Parsing a serial stream too slowly

Thomas Rachel nutznetz-0c1b6768-bfa9-48d5-a470-7603bd3aa915 at
Tue Jan 24 08:04:10 EST 2012

Am 24.01.2012 00:13 schrieb Thomas Rachel:

[sorry, my Thunderbird kills the indentation]

> And finally, you can make use of re.finditer() resp.
> sensorre.finditer().

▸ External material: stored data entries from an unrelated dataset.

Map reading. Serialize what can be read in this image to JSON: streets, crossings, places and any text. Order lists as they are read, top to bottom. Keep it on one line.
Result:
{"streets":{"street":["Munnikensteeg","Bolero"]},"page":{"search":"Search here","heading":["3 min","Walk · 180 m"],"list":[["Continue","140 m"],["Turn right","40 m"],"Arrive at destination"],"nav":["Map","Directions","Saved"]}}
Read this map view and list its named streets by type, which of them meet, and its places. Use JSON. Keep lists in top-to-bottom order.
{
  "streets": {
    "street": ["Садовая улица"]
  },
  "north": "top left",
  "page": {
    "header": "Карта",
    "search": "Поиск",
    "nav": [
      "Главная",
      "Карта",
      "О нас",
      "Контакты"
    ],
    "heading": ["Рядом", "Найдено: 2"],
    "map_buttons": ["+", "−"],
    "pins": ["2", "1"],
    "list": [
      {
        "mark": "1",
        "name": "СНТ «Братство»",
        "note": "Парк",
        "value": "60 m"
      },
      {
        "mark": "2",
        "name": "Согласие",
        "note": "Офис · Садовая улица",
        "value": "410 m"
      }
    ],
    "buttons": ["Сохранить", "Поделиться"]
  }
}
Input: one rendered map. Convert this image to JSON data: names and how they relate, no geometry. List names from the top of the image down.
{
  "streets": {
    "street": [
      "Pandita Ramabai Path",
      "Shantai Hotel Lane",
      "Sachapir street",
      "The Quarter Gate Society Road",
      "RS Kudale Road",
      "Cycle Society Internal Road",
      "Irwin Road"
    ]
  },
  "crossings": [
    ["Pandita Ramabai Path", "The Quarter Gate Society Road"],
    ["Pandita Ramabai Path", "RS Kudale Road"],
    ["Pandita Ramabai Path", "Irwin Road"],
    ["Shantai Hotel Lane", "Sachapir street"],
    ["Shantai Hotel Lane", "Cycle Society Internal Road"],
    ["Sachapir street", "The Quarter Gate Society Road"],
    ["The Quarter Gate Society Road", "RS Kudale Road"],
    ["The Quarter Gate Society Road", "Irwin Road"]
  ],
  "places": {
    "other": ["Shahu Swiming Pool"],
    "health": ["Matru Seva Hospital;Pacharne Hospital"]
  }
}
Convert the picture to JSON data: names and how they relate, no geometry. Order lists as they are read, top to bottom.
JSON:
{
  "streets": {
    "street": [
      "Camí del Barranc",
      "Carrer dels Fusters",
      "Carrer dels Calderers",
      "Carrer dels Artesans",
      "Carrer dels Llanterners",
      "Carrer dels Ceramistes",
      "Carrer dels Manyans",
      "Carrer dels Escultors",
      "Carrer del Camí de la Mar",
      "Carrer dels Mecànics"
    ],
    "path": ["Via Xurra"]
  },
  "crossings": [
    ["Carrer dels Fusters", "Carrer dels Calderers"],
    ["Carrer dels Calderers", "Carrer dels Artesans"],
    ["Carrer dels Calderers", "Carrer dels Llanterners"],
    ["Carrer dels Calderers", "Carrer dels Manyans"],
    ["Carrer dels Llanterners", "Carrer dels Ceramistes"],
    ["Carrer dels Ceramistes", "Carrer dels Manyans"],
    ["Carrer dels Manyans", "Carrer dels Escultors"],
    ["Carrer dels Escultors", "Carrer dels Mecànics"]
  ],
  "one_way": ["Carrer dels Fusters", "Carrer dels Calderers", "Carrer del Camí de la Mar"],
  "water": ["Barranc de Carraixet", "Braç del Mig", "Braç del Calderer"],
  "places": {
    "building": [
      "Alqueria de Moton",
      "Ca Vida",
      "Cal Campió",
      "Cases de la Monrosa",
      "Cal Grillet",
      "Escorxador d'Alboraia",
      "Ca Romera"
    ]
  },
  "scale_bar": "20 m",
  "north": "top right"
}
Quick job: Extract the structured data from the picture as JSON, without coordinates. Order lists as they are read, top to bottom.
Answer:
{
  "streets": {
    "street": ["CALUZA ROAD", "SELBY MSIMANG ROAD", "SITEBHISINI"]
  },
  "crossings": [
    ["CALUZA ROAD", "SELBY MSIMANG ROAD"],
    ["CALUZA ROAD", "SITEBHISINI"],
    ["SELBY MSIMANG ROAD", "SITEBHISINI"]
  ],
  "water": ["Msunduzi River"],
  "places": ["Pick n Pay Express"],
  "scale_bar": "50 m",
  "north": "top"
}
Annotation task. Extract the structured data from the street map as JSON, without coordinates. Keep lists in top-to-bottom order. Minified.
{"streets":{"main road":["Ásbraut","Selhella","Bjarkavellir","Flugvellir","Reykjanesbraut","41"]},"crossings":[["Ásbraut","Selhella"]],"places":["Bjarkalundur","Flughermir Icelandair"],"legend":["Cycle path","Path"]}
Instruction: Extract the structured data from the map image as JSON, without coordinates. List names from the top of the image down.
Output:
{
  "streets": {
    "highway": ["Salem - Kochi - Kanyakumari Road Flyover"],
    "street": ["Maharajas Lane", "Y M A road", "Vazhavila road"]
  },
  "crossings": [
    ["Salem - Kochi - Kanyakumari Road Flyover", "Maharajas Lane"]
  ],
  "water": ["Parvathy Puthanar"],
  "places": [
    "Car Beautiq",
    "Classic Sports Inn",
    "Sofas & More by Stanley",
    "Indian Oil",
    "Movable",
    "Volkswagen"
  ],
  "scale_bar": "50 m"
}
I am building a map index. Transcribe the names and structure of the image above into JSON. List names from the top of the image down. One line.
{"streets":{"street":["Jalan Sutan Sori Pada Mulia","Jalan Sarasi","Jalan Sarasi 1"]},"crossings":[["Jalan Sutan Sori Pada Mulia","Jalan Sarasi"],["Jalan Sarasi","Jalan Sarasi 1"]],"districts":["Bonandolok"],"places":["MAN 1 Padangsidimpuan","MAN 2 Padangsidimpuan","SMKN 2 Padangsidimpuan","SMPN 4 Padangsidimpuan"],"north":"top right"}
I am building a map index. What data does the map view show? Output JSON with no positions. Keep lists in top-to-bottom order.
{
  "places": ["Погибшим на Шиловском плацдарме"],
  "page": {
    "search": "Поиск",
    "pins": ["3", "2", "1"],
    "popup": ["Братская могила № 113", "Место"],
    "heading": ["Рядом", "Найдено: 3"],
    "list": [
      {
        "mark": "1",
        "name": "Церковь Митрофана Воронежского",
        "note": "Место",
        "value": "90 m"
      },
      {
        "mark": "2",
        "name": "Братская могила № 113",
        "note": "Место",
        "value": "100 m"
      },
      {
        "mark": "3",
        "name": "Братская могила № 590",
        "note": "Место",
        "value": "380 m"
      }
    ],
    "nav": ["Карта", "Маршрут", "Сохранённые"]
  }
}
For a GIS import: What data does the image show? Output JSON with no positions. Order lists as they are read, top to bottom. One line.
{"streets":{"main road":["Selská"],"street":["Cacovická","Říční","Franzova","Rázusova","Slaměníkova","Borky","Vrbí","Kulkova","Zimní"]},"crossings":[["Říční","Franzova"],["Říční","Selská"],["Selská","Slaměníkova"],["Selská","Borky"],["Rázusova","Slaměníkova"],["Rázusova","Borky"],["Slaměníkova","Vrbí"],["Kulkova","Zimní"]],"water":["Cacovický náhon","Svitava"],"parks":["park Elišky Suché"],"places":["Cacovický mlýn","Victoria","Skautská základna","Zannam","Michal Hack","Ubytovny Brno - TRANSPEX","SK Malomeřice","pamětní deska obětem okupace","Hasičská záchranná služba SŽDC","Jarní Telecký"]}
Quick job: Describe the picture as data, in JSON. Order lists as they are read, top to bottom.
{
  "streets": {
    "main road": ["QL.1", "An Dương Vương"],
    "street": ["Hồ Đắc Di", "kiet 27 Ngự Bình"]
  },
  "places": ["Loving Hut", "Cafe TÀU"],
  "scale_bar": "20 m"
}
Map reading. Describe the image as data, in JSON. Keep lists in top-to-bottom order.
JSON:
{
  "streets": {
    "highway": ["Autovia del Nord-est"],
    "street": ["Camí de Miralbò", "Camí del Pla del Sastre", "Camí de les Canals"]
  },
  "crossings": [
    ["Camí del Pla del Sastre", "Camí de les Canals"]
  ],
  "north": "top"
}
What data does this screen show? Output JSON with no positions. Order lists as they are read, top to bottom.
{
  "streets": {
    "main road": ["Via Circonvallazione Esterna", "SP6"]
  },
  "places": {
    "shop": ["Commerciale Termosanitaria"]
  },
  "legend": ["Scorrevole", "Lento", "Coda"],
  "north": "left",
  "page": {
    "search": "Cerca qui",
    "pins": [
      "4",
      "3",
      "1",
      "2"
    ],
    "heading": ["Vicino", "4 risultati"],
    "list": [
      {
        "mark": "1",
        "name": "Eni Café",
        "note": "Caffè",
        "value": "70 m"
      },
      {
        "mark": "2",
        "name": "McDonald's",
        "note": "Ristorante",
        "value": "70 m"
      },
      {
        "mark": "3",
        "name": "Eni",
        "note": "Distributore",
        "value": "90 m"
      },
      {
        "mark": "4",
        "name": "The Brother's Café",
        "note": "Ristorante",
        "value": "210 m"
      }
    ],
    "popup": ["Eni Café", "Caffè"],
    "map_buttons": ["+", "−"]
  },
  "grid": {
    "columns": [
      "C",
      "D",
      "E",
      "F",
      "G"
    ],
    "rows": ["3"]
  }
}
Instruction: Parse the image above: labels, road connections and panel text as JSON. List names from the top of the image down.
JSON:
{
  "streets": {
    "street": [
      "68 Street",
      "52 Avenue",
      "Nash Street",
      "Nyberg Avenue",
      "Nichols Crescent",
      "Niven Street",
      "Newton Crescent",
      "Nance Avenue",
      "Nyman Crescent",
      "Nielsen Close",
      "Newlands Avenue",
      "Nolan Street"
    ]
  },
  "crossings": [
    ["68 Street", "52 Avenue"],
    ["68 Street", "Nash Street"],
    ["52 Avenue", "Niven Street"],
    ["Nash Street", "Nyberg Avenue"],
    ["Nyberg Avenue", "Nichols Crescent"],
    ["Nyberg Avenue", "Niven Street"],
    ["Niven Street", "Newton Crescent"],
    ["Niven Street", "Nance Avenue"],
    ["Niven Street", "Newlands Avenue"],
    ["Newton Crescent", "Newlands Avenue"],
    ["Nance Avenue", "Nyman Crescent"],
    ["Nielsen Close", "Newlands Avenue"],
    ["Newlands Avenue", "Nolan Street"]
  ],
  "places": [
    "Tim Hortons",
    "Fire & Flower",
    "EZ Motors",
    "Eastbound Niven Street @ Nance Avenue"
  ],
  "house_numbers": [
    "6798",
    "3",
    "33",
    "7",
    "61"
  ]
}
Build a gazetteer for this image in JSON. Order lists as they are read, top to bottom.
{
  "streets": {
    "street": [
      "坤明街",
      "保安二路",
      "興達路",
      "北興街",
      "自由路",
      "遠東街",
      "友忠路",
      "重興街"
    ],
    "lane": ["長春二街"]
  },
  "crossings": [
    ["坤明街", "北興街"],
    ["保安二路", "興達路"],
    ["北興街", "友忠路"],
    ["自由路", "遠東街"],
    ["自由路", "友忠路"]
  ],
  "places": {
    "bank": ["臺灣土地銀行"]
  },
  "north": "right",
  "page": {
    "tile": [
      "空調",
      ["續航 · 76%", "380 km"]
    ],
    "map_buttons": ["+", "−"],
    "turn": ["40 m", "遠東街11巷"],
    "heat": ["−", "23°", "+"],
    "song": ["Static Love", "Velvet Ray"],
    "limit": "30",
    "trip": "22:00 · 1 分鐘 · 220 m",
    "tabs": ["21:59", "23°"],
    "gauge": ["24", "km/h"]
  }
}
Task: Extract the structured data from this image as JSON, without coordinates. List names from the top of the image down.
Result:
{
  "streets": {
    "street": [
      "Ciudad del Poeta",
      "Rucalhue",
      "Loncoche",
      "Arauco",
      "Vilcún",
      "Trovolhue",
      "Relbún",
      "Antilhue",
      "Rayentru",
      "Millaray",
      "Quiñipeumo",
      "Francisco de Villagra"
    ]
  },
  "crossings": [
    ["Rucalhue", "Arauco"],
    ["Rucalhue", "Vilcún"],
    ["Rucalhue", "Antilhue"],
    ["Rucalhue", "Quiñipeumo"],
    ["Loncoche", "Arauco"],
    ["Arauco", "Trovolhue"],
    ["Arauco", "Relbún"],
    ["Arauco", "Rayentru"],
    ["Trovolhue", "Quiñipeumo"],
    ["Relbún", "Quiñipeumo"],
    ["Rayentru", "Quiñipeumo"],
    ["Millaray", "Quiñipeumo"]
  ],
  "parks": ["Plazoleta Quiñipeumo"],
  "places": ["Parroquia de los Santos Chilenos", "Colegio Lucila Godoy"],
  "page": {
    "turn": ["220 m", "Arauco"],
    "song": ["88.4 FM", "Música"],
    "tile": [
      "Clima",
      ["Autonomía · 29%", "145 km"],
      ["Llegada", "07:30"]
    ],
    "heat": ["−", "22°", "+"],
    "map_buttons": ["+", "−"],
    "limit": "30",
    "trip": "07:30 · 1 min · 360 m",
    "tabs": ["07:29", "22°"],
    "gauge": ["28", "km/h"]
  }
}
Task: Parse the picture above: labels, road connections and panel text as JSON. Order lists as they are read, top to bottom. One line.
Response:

So you can do
> sensorre = re.compile(r'\$(.)(.*?)\$') # note the change
> theonebuffer = '$A1234$$B-10$$C987$' # for now
> sensorresult = None # init it for later
> for sensorresult in sensorre.finditer(theonebuffer):
> sensor, value = sensorresult.groups()
> # replace the self.SensorAValue concept with a dict
> self.sensorvalues[sensor] = value
> # and now, keep the rest
> if sensorresult is not None:
> # the for loop has done something - cut out the old stuff
> # and keep a possible incomplete packet at the end
> theonebuffer = theonebuffer[sensorresult.end():]
> This removes the mentionned string copying as source of increased slowness.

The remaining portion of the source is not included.